Here's the Deal: Don't Touch Me
- Author: Howie Mandel with Josh Young
- Publisher: Bantam Books
- Publication date: 2009
- Publication place: United States
- Pages: 220
- ISBN: 978-0-553-80786-8

= Here's the Deal: Don't Touch Me =

Book by Howie Mandel

Here's the Deal: Don't Touch Me is the humorous autobiography of Howie Mandel, written with Josh Young, in which he discusses his obsessive–compulsive disorder (OCD) and attention deficit hyperactivity disorder (ADHD). Larry King has called it an "important book".

Despite the fact that Mandel says that these moments in his life "gets dark and there's a lot of terror involved, but I can have fun with it, and I know it's funny." He said:

I thought I had a light, kind of funny look at my life, my career, with great little anecdotes that would be kind of funny….and then I realized, I know that I deal with OCD and anxiety and ADHD each and every day, and I didn't realize how much it informed everything that I do.

He also refers to the book as a "love letter" to his wife, who has been with him for 36 years, helping him cope with his condition.

The book is not entirely about Mandel's struggles; he adds a number of comedic episodes throughout. One of these recollections details how, as a youngster, Mandel decided to remove all of the photos from a girl's wall and remove one nail. When the girl attempted to put the photos back, one would not fit. Practical jokes like these are found throughout the autobiography.

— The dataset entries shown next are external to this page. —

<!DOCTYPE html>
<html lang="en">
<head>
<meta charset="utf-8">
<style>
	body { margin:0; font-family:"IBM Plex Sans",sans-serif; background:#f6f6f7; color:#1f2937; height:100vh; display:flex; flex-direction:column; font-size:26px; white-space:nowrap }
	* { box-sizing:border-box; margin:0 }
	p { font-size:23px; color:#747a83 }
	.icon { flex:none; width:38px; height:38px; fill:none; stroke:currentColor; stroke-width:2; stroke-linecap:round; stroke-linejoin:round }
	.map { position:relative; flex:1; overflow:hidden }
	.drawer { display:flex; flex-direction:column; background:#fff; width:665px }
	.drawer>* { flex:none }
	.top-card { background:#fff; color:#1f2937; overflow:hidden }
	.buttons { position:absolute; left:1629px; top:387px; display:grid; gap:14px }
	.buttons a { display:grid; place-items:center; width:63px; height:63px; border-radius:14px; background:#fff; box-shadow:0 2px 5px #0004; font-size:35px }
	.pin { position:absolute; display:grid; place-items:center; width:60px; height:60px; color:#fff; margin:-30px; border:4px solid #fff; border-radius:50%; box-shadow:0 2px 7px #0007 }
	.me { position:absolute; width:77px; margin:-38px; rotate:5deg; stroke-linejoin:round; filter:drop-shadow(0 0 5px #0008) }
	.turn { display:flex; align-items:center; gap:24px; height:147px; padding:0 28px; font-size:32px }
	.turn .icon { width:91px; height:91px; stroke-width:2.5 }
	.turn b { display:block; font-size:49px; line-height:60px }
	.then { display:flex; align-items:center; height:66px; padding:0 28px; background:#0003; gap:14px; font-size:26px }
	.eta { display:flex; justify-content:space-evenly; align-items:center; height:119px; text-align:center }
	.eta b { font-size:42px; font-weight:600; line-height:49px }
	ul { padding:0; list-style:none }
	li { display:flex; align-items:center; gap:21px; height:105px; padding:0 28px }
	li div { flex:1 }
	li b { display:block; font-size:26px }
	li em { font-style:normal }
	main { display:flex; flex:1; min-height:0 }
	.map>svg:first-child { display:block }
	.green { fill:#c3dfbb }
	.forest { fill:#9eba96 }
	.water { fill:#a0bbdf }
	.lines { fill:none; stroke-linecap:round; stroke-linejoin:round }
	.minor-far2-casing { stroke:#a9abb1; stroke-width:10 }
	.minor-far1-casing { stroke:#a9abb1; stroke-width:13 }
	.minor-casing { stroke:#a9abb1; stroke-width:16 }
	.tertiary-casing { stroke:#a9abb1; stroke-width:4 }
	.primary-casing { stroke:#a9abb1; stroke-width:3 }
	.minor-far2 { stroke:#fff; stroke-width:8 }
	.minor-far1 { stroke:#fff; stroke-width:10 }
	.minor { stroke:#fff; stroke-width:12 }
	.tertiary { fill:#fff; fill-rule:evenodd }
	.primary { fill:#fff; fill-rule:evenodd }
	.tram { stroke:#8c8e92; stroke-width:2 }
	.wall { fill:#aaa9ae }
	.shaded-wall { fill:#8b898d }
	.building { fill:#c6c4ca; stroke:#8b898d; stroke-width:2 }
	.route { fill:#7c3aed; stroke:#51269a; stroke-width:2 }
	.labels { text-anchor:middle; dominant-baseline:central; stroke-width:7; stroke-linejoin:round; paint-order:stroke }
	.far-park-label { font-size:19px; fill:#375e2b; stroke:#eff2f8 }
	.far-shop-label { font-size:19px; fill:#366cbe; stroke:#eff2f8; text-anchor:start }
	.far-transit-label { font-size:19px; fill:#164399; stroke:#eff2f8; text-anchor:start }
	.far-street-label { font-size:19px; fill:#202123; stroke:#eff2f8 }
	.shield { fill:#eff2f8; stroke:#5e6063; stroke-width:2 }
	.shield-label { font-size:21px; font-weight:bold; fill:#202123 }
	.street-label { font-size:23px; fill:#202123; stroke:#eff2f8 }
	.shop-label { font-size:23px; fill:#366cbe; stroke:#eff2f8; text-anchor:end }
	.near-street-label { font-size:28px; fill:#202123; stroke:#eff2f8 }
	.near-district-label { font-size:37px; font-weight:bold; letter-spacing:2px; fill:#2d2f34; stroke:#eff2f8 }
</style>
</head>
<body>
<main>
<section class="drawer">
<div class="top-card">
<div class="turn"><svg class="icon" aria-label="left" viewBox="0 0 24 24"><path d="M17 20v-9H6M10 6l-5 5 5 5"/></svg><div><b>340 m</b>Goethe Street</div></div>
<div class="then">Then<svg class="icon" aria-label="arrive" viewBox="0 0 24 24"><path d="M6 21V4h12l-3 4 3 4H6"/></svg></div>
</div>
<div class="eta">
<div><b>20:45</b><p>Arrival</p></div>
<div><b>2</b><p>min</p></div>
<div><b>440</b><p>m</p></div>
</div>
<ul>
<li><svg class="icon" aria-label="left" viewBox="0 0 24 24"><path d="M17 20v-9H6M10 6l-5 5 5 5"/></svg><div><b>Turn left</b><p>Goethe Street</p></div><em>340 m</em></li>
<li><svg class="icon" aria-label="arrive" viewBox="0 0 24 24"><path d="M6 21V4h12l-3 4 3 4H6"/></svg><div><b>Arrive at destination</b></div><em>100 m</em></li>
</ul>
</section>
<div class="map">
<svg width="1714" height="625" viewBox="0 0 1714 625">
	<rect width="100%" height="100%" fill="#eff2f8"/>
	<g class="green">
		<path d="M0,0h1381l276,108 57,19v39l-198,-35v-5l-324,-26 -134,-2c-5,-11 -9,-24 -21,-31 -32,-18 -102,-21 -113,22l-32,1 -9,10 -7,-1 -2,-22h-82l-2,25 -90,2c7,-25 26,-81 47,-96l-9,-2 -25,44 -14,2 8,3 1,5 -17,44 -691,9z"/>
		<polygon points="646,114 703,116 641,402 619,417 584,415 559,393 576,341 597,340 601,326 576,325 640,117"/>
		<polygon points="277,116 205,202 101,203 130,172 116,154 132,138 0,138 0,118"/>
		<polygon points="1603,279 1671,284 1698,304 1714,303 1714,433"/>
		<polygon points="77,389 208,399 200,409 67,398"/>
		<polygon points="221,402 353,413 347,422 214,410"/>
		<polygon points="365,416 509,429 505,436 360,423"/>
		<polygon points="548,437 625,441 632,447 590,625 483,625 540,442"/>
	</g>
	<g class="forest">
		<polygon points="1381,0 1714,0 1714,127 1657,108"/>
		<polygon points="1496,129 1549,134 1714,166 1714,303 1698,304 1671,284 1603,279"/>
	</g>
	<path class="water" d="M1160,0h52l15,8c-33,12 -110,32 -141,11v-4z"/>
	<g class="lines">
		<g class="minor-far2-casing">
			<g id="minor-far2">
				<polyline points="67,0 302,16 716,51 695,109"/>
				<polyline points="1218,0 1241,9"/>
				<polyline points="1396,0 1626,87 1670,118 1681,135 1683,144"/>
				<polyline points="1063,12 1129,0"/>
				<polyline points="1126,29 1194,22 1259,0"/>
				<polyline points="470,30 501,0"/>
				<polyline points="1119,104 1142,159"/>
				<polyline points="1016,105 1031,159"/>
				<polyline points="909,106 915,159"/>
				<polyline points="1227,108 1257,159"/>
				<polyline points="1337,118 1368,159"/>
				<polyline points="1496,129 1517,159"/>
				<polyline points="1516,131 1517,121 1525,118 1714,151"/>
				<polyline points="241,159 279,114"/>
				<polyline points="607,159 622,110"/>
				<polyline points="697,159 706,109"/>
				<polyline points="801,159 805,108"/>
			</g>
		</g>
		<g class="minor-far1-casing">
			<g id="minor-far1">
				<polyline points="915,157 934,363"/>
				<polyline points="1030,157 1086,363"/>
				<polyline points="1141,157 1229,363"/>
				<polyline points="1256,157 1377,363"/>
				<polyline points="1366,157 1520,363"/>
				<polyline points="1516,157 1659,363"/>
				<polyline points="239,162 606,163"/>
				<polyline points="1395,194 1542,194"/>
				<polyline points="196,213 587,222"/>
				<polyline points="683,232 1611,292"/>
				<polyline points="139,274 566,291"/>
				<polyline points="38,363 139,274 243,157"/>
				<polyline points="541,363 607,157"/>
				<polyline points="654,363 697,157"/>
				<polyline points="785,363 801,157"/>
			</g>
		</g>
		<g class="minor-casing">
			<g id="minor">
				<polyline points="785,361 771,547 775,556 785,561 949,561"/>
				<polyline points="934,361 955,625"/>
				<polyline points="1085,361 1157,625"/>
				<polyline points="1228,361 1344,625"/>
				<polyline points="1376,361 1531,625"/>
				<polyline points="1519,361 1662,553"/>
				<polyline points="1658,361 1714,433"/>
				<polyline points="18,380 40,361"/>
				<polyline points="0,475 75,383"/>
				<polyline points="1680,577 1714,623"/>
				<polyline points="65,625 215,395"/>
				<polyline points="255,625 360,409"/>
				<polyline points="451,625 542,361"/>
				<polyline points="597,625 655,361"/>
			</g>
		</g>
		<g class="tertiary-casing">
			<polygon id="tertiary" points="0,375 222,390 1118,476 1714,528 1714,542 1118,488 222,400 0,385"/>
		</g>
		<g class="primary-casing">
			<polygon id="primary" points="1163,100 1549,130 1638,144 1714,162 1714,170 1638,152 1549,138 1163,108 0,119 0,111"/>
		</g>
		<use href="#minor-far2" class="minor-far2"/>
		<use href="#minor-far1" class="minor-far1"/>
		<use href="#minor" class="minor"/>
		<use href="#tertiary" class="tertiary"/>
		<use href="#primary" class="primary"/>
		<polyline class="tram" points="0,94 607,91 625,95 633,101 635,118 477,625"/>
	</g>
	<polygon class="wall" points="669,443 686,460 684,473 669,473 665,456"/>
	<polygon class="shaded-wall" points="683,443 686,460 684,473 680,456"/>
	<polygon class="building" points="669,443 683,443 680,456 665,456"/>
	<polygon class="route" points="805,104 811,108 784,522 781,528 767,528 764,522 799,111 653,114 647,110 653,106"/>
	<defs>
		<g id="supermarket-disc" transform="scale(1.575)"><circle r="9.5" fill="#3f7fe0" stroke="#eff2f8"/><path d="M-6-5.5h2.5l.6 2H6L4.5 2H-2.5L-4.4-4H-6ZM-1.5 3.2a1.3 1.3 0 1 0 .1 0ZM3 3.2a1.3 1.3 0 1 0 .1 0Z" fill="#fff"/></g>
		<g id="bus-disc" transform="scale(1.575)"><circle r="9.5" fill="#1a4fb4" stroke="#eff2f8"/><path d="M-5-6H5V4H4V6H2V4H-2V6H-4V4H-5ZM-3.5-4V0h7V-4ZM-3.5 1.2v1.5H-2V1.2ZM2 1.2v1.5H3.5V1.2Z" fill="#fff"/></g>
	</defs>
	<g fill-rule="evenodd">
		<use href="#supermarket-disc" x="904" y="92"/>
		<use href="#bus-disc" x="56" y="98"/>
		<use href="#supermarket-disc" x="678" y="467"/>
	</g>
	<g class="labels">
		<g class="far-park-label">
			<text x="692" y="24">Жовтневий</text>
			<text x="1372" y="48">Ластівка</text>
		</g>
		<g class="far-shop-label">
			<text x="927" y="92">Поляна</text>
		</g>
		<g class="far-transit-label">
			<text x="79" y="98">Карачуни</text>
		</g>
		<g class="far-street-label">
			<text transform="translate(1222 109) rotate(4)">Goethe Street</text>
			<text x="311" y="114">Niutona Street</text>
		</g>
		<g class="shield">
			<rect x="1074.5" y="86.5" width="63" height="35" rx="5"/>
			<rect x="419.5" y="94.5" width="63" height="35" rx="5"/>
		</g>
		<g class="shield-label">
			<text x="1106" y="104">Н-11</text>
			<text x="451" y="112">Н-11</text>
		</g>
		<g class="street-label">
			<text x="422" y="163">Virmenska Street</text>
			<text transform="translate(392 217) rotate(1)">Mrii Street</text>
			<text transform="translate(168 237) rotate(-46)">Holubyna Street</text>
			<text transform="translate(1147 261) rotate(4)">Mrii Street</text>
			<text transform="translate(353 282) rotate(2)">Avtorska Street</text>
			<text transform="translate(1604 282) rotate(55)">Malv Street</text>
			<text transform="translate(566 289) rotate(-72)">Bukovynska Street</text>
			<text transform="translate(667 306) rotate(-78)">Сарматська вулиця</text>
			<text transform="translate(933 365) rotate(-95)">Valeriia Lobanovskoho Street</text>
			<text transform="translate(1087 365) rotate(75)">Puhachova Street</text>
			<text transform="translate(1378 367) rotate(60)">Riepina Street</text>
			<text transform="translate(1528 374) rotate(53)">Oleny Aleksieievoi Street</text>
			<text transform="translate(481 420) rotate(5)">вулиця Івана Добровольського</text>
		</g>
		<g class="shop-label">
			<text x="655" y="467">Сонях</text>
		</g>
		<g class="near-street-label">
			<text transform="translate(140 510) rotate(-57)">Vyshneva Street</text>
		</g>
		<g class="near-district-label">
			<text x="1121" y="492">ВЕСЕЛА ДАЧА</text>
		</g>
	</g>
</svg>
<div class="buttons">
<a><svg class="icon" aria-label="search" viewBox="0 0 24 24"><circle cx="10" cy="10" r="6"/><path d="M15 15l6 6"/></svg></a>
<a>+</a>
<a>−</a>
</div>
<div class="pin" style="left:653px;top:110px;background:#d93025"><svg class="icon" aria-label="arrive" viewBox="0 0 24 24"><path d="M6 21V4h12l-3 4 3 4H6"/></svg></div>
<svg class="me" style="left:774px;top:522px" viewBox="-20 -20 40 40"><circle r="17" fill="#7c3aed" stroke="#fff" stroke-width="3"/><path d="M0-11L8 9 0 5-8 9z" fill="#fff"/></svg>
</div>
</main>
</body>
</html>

Mandel has admitted to being "terrorized" and under medication for the book tour; he was forced to wear a surgical mask and rubber gloves to his book signings so that he could comfortably interact with his fans. In addition, he has commented on the irony of having his book released in the midst of the H1N1 flu pandemic.

While he did not explicitly intend to convey a societal message with the book, Mandel does advocate the wider awareness of coping skills achieved via therapy and medication – people "take care of their dental health, but they don't take care of their mental health".